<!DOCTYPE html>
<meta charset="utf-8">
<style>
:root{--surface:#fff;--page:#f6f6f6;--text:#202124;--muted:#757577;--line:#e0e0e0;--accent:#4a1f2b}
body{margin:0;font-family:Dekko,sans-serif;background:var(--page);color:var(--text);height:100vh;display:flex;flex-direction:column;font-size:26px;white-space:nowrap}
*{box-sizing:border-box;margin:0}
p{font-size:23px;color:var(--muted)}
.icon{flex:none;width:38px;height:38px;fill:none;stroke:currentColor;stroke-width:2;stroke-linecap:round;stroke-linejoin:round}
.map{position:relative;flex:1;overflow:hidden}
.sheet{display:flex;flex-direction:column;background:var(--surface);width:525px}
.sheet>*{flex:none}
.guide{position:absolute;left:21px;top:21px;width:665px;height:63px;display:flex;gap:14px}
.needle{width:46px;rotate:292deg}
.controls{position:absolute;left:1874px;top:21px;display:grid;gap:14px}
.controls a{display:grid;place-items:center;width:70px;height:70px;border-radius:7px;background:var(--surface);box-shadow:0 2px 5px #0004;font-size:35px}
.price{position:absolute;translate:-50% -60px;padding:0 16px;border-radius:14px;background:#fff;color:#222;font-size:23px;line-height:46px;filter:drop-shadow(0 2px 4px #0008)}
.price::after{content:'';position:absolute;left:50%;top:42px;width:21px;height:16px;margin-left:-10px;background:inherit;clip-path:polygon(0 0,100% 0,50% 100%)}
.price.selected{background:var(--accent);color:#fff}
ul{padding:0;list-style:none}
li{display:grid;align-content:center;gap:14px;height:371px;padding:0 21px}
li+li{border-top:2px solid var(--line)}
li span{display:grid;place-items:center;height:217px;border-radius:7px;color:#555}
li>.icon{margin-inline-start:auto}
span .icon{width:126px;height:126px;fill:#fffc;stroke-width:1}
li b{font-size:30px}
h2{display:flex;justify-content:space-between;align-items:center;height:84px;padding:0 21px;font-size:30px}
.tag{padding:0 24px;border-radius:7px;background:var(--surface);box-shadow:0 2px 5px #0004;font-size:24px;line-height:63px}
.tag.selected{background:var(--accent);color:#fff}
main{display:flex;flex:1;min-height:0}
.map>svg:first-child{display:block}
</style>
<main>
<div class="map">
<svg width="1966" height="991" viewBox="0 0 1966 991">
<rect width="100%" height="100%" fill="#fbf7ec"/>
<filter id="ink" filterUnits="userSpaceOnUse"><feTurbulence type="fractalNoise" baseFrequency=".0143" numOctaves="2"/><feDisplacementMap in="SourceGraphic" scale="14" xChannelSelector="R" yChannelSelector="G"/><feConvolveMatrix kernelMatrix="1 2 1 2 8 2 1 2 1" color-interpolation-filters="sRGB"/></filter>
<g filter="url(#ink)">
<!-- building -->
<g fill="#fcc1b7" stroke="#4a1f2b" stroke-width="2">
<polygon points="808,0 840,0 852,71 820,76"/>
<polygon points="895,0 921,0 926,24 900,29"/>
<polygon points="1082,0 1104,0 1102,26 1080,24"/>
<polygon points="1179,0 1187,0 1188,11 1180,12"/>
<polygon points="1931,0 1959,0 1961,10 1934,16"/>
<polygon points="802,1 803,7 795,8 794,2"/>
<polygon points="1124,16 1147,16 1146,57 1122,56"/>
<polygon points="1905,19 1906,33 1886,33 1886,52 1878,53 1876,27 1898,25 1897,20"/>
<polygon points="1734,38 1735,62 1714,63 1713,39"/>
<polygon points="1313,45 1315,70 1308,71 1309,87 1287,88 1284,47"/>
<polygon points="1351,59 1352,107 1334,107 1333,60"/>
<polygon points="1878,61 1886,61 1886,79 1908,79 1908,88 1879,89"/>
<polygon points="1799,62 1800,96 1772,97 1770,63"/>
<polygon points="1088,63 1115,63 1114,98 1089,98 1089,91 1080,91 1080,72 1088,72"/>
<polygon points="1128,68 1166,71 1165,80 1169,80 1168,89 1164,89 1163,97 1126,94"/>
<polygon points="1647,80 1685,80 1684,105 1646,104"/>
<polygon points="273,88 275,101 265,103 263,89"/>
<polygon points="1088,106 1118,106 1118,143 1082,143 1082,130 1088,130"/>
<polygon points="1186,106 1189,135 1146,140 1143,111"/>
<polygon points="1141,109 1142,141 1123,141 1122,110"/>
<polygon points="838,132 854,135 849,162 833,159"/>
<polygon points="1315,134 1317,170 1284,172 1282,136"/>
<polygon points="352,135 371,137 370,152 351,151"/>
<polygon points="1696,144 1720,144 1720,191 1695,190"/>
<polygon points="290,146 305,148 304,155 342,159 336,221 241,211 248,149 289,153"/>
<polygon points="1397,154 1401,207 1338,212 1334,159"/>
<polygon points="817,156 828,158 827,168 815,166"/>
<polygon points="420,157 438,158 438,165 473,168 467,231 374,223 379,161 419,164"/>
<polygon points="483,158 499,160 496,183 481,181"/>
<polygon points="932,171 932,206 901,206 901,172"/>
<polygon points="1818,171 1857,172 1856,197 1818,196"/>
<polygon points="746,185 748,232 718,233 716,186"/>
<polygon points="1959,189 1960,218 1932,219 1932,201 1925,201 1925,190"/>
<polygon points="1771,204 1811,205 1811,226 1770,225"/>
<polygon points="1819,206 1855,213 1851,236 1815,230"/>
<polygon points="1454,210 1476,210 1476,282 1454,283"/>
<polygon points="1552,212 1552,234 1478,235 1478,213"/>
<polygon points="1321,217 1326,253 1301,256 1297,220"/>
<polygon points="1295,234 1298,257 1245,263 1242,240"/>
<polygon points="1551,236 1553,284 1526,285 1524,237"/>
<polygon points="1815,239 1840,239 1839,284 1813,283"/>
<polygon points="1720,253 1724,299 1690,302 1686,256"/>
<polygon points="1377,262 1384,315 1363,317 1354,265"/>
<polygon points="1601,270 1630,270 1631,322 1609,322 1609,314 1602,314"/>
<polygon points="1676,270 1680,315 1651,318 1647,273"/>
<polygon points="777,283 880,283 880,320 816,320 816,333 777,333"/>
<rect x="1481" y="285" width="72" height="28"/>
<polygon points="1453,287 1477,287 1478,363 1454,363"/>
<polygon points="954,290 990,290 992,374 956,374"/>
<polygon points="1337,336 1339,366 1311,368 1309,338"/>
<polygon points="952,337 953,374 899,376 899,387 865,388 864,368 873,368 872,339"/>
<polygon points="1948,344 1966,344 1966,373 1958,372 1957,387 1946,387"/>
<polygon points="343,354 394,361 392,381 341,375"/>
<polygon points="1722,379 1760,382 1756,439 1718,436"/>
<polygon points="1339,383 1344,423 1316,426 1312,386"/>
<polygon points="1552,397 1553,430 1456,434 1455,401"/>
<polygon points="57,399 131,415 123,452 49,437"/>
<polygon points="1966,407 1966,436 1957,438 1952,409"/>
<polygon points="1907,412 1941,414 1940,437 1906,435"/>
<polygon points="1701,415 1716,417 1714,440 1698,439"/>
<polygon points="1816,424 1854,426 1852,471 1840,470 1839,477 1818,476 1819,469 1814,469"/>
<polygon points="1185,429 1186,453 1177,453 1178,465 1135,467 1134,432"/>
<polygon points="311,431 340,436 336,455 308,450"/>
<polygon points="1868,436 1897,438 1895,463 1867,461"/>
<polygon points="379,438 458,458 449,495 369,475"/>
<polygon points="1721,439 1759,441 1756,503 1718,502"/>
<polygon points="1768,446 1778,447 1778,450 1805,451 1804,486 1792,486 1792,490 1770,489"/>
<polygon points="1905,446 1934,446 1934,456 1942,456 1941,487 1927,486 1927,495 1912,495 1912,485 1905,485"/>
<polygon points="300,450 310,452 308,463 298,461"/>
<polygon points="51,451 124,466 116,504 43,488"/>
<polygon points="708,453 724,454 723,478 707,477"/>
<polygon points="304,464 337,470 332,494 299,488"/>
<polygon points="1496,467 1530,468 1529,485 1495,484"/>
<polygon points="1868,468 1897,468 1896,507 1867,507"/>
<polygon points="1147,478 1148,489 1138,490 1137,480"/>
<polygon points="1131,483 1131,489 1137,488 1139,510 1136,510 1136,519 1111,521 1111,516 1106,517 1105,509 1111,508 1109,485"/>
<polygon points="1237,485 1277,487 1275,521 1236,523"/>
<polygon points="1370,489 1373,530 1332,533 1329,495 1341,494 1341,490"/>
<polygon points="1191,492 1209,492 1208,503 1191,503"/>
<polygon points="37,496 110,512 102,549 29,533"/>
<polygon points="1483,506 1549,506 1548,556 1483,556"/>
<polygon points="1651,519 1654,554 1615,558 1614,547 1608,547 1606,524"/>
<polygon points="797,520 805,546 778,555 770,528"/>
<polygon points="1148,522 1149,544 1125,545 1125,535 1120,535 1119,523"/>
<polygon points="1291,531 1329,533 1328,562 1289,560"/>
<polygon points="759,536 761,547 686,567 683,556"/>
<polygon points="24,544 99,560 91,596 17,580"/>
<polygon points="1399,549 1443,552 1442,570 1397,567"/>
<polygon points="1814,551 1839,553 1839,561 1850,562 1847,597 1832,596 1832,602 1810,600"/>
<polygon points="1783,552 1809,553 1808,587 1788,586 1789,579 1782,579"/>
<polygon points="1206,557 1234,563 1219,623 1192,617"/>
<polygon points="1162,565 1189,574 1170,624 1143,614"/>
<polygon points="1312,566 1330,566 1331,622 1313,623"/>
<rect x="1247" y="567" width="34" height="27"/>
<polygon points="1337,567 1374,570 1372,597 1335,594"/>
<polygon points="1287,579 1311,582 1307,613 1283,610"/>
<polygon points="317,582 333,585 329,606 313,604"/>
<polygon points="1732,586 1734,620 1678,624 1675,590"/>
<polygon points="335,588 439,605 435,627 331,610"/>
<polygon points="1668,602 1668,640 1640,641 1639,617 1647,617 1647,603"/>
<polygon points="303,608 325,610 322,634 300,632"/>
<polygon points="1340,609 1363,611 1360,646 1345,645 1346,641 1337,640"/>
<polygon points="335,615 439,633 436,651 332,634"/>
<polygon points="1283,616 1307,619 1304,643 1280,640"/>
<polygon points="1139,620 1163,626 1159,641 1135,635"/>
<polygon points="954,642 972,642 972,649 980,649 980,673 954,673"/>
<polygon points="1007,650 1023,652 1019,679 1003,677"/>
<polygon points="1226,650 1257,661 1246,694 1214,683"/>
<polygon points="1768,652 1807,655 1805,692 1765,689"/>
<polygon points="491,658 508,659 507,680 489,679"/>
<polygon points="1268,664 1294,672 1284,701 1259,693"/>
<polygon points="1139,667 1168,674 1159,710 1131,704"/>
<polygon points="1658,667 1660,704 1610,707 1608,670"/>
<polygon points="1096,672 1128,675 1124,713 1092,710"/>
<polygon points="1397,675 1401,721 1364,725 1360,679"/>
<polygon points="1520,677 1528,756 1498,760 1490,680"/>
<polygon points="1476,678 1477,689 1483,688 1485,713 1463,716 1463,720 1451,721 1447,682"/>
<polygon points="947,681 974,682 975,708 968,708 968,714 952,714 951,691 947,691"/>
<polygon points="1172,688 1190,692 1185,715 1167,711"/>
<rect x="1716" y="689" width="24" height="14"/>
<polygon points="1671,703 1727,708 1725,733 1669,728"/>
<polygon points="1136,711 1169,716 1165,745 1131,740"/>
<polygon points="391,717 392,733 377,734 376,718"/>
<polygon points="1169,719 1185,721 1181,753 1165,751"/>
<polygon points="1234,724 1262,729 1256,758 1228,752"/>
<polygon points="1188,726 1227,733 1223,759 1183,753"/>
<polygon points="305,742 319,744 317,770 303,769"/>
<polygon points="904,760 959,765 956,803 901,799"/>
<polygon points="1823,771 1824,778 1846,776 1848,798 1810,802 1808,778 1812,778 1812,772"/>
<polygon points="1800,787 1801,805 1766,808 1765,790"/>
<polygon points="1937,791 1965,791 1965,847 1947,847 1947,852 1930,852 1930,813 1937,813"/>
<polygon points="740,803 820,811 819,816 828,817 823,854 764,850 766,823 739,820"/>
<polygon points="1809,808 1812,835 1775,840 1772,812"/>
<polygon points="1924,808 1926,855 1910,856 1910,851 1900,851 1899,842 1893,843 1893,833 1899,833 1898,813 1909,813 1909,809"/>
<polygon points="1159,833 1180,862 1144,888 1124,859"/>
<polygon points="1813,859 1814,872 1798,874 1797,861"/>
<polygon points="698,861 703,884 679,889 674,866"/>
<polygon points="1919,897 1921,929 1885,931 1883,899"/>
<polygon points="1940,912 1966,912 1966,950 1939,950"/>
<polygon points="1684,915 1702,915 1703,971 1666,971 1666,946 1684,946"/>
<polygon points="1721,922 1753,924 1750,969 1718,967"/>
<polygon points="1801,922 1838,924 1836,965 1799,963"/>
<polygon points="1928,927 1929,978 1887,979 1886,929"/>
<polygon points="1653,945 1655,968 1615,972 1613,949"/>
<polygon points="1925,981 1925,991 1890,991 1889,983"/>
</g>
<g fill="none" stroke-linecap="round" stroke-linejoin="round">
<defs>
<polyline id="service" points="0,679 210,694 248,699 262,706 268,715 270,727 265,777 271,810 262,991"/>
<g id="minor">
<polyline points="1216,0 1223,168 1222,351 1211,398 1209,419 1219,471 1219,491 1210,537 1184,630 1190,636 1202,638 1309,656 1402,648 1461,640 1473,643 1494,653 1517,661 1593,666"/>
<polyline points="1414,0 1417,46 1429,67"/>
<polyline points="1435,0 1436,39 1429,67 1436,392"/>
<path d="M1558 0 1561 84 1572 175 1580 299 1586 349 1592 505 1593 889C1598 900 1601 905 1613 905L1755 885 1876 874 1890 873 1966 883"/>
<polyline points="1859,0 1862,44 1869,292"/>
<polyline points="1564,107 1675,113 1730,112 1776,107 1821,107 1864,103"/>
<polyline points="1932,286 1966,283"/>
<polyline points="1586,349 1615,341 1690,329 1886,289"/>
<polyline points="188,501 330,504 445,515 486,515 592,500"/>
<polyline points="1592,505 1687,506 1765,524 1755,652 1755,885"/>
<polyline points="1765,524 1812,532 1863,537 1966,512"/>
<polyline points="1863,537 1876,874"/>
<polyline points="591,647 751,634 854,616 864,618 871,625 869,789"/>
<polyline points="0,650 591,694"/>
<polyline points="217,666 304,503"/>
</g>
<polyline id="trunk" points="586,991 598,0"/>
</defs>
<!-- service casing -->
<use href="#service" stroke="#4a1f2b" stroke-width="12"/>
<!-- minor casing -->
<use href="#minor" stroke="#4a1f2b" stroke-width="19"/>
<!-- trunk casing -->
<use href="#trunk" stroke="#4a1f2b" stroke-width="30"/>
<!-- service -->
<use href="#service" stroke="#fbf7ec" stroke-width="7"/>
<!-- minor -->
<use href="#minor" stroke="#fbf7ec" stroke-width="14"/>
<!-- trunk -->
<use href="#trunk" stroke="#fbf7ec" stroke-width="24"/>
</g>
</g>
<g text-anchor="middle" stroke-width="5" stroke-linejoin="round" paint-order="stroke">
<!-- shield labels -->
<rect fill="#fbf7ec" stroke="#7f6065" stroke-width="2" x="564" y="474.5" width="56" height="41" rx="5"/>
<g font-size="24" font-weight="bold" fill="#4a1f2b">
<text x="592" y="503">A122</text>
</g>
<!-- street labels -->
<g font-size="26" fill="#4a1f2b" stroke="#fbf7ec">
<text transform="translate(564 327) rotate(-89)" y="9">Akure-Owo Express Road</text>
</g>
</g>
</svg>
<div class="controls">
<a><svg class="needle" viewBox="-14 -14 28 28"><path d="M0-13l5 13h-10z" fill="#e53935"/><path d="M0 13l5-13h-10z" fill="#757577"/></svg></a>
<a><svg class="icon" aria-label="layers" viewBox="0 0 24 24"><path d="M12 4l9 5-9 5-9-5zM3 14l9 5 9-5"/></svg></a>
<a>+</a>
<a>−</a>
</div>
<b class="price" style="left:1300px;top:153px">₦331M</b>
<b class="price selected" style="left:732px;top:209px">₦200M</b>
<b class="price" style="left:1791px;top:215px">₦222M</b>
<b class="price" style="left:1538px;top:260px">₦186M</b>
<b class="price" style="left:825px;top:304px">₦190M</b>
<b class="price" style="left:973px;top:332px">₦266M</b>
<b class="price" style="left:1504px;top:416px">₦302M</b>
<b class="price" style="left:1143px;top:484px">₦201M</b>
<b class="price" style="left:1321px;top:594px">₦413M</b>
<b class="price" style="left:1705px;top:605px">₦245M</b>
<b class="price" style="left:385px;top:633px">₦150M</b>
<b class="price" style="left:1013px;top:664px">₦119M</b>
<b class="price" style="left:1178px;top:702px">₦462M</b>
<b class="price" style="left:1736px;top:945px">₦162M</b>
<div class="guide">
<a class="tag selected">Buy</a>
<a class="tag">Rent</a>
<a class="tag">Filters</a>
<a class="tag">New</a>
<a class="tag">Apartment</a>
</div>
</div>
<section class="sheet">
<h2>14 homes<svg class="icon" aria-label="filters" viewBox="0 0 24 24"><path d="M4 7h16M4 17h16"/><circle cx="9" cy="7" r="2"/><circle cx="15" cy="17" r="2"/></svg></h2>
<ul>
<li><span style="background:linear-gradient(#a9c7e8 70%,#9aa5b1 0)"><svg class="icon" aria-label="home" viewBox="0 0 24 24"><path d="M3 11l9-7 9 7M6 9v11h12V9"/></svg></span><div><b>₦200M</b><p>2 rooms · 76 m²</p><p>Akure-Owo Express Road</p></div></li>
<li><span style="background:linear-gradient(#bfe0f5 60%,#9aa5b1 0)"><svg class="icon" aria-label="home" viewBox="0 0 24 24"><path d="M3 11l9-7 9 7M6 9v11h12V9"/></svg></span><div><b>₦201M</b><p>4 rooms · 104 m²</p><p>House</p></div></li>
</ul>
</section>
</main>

+--

__REQUIRED WORK__
Some lines above hold the word "none". Copy all of them.

__OUTPUT OF THE TASK__
.icon{flex:none;width:38px;height:38px;fill:none;stroke:currentColor;stroke-width:2;stroke-linecap:round;stroke-linejoin:round}
.sheet>*{flex:none}
ul{padding:0;list-style:none}
<g fill="none" stroke-linecap="round" stroke-linejoin="round">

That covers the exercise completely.